EV: At this point in the interview, Janeane's crawling around on the bar floor looking for a water glass that she set down for the dog and a hoof that--the PETA people might be upset that she's giving dogs hoofs to chew on.

[Tape stops]

EV: This is Janeane's regular haunt. She's now found someone to take her dog for a walk so if there's less dog-barking in the next few lines, you might notice. Note to the transcriber: If you could include the dog barks in the script, that would be nice. And please include all the laughter. Because we've already discussed with print interviews you kind of don't get to hear laughter and sarcasm.

[Tape stops]

JG: They're not interested in making you…

EV: Human.

JG: Whatever it is, in my experience with the press it's been nothing but almost completely negative. And it destroyed my participation in Saturday Night Live, when I was on that briefly. The press made it the most uncomfortable place to work because they can't understand when you say things in context. They just want to take the worst things. You do an interview and they don't care that you have to go back to work there on Monday. You know what I mean? And to tell the truth about SNL is to, in theory, bad mouth them. And if you tell the truth about your working environment there, which is, for some strange reason, among the oddest and most unpleasant working environments in the history of television -- and I think there's karmic reasons for that…

EV: You're still bad-mouthing them…

JG: [laughs]: See, I don't think I'm bad-mouthing them. But to me, it's like stating your version of the truth, which is all I can do. If somebody asks me a question, all I can do is answer them. So, if somebody asks me, "Do you enjoy working there?" "No" is my answer. So to say "no" is to somehow blaspheme or to be a heretic of some kind at the SNL family. And what they do at SNL, or what they did at the time I was there, was they would Xerox copies of your interview and it would be there, as many as cast members there were. And they would have it on the table in the writers' room when you walked in. So there's fifteen copies.

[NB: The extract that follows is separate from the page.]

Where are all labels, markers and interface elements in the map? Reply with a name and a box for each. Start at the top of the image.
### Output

EV: You just have to get there early...

JG: [laughs]: Scoop 'em all up. Yeah, it's just very strange. I was listening to Norm McDonald on Howard Stern this morning. I don't know if you listen to Howard Stern?

EV: I don't.

JG: Norm was unceremoniously fired from SNL for some reason. And he doesn't know why and no one knows why, I suppose, except for the people who fired him.

EV: This just happened?

JG: This just happened. So he was on Howard Stern this morning, honestly speaking about it and I remember thinking when I was listening to it, "He is in huge trouble. He is in such trouble," because you cannot tell the truth. You cannot, in the press, tell the truth about things without these major repercussions. And the most interesting thing about entertainment is learning how to negotiate everyone that you work with. Because you realize among your peers--I don't know if peers is the right word, whoever you work with or work for--to speak the truth is to somehow get yourself in trouble. And when you show up for work the next time, you have explaining to do. And it's all because the journalists not only print the truth, but take the truth to a level where it's harmful and hurtful and mean-spirited, even though you didn't intend it to be anything of the sort. You know?

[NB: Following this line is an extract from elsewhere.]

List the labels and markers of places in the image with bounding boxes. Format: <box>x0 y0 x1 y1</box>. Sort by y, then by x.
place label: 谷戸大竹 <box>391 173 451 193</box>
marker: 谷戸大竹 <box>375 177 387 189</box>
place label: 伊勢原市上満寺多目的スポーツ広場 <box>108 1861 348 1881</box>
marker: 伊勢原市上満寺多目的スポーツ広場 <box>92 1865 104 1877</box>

EV: I know. I'm going to relate to that by saying that, some of the things that I was saying at a certain point when a lot of ... in Seattle, everything that would come out of there was really getting over-blown and our lives were changing drastically, really quick. And, again, there was everything that, kids growing up, including us, would wish for, in a certain way. But it started getting really crazy and really exploitative and some kind of bad things were happening. And if you said that "This isn't that cool. You know, I still love music but some of this stuff's getting really weird or really kind of fucked up," that's all they would print was that you hated… I still don't know how to communicate it the right way. It still sounds weird to me.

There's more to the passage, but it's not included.